**Exercise directions**
From the records below, work out how many lines carry the string "Depot". Leave out everything but the number.

(Material for this exercise begins)

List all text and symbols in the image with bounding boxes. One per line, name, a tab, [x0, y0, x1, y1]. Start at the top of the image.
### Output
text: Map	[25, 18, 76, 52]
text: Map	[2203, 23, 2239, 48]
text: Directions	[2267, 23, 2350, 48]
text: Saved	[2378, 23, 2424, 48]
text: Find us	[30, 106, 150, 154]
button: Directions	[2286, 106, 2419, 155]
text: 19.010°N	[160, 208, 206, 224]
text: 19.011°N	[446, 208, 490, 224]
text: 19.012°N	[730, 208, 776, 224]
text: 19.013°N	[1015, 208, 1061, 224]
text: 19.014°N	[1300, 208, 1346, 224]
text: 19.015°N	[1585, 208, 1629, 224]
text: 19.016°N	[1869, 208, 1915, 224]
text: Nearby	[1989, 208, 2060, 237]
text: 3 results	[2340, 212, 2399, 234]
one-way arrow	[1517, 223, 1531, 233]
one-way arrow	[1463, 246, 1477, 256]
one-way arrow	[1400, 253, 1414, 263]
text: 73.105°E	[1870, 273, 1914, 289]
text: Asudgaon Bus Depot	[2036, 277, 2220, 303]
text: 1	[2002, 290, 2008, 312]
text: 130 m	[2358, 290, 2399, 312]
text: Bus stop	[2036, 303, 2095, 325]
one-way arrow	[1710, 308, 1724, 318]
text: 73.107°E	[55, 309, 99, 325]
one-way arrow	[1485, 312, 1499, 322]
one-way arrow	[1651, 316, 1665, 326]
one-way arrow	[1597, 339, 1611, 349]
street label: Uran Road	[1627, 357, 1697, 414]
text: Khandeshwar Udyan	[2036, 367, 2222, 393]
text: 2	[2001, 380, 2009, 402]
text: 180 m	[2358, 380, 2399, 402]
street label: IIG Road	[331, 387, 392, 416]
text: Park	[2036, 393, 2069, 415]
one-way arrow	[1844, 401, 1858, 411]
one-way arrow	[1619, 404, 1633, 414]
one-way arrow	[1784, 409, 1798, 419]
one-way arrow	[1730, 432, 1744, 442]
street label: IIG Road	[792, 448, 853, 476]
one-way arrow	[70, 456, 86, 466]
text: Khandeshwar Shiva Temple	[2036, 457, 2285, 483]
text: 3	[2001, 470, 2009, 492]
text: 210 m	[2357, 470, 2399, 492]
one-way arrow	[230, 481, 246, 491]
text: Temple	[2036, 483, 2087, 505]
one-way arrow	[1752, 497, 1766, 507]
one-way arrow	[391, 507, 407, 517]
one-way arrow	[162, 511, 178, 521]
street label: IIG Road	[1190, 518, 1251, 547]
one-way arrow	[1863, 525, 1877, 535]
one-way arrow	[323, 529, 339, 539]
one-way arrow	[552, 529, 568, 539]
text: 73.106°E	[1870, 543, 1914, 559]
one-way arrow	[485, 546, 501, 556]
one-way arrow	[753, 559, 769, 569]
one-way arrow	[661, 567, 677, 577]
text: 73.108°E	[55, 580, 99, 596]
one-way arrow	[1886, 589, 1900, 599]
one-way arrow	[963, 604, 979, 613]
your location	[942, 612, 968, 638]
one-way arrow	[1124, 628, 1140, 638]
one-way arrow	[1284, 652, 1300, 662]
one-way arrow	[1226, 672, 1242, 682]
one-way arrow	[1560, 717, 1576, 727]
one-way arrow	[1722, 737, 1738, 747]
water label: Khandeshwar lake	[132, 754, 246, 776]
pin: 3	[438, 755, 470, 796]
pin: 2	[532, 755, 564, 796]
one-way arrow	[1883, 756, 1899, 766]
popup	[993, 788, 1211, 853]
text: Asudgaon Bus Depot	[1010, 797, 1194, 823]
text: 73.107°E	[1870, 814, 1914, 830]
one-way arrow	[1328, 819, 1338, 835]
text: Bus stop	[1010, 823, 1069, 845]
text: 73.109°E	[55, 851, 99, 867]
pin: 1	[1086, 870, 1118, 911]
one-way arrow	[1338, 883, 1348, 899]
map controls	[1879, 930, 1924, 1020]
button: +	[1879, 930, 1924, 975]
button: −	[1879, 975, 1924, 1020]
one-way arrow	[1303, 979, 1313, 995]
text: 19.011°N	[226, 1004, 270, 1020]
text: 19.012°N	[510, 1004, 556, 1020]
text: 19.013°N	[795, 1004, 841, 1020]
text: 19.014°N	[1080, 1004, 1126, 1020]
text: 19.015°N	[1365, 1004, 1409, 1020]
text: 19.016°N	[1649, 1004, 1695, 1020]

(Material for this exercise ends)

**Answer space**
2